[Openstack-operators] [Openstack] Bad performance on physical hosts kvm + bonding + bridging

Rick Jones rick.jones2 at hp.com
Fri Jul 13 16:58:51 UTC 2012


On 07/13/2012 06:55 AM, Leandro Reox wrote:
> Ok, here is the story, we deployed some inhouse APIs in our Openstack 
> privade cloud, and we were stressing them up, we realize that some 
> packages were taking so long, to discard the behavior of the api, we 
> installed apache, lighttpd and event tried with netcat, of course on 
> the guest systems running ubuntu 10.10 w/virtio, after getting nuts 
> modifing sysctl parameters to change the guest behavior, we realized 
> that if we installed apache, or lighttpd on the PHYSICAL host the 
> behavior was the same ...., that surprised us, when we try the same 
> benchmark on a node without bonding, bridging and without any KVM 
> packages or nova installed, with the same HW specs, the benchmark 
> passes OK, but if we run the same tests on a spare nova node with 
> everything installed + bonding + bridging that never run a virtual 
> guest machine, the test fails too, so, so far:
>
> Tested on hosts with Ubuntu 10.10, 11.10 and 12.04
>
> - Clean node without bonding + briding or KVM - just the eth0 
> configured - PASS
> - Spare node with bridging - PASS
> - Spare node with just bonding (dynamic link aggr mode4) - PASS
> - Spare node with nova + kvm + bonding + bridging - FAILS
> - Spare node with nova + kvm - PASS
>
> Is there a chance that working with bridging + bonding + nova some 
> module get screwed, ill attach the tests , you can see that a small 
> amount of packages takes TOO LONG, like 3secs, and the overhead time 
> is on the "CONNECT" phase

If I recall correctly, 3 seconds is the default, initial TCP 
retransmission timeout (at least in older kernels - what is your load 
generator running?).  Between that, and your mentioning connect phase, 
my first guess (it is only a guess) would be that something is causing 
TCP SYNchronize segments to be dropped.  If that is the case, it should 
show-up in netstat -s statistics.  Snap them on both client and server 
before the test is started, and after the test is completed, and then 
run them through something like beforeafter ( 
ftp://ftp.cup.hp.com/dist/networking/tools )
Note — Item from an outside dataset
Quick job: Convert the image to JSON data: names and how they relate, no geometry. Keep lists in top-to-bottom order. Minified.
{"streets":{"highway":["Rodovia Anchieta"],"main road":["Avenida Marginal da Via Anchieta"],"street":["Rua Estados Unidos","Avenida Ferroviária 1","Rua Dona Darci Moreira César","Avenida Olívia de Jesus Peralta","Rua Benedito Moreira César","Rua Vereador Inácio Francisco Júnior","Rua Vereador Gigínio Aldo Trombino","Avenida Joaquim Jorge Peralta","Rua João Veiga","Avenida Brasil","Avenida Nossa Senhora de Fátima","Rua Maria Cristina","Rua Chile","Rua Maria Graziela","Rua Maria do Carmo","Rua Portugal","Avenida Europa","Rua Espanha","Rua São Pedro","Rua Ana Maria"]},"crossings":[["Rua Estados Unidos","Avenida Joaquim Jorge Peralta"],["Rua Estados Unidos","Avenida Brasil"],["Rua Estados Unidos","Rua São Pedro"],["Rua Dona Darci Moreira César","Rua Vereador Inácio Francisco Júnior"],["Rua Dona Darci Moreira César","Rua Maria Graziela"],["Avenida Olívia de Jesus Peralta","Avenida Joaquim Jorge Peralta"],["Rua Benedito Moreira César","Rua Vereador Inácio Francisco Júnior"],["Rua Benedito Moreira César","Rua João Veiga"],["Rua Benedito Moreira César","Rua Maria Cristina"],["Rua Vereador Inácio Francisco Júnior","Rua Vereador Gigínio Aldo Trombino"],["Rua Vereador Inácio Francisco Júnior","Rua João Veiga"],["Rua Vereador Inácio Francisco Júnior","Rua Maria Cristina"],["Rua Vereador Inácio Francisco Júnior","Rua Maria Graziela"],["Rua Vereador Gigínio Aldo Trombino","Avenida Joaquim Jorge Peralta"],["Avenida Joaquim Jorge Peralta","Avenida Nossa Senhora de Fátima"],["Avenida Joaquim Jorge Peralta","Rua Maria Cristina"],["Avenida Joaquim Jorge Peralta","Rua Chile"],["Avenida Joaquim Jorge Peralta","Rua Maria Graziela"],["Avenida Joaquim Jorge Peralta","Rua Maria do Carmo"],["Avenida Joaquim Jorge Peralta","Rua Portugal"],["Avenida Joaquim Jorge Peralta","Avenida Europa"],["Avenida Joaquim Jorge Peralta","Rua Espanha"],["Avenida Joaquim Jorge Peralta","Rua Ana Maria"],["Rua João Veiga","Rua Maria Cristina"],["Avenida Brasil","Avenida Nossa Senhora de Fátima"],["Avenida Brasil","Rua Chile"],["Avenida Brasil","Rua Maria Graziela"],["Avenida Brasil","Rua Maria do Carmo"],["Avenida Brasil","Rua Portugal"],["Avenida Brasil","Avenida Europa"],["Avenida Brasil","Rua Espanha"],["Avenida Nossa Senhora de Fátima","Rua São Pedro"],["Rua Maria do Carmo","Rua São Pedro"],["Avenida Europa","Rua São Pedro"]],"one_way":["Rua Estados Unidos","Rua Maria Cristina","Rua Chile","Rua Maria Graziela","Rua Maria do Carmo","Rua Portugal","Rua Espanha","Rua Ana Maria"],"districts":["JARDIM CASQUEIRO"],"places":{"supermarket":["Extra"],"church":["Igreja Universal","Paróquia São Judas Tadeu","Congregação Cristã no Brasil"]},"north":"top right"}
netstat -s > before.server
# run benchmark
netstat -s > after.server
beforeafter before.server after.server > delta.server
less delta.server

(As a sanity check, make certain that before.server and after.server 
have the same number of lines. The habit of Linux's netstat to avoid 
printing a statistic with a value of zero can, sometimes, confuse 
beforeafter if a stat appears in after that was not present in before.)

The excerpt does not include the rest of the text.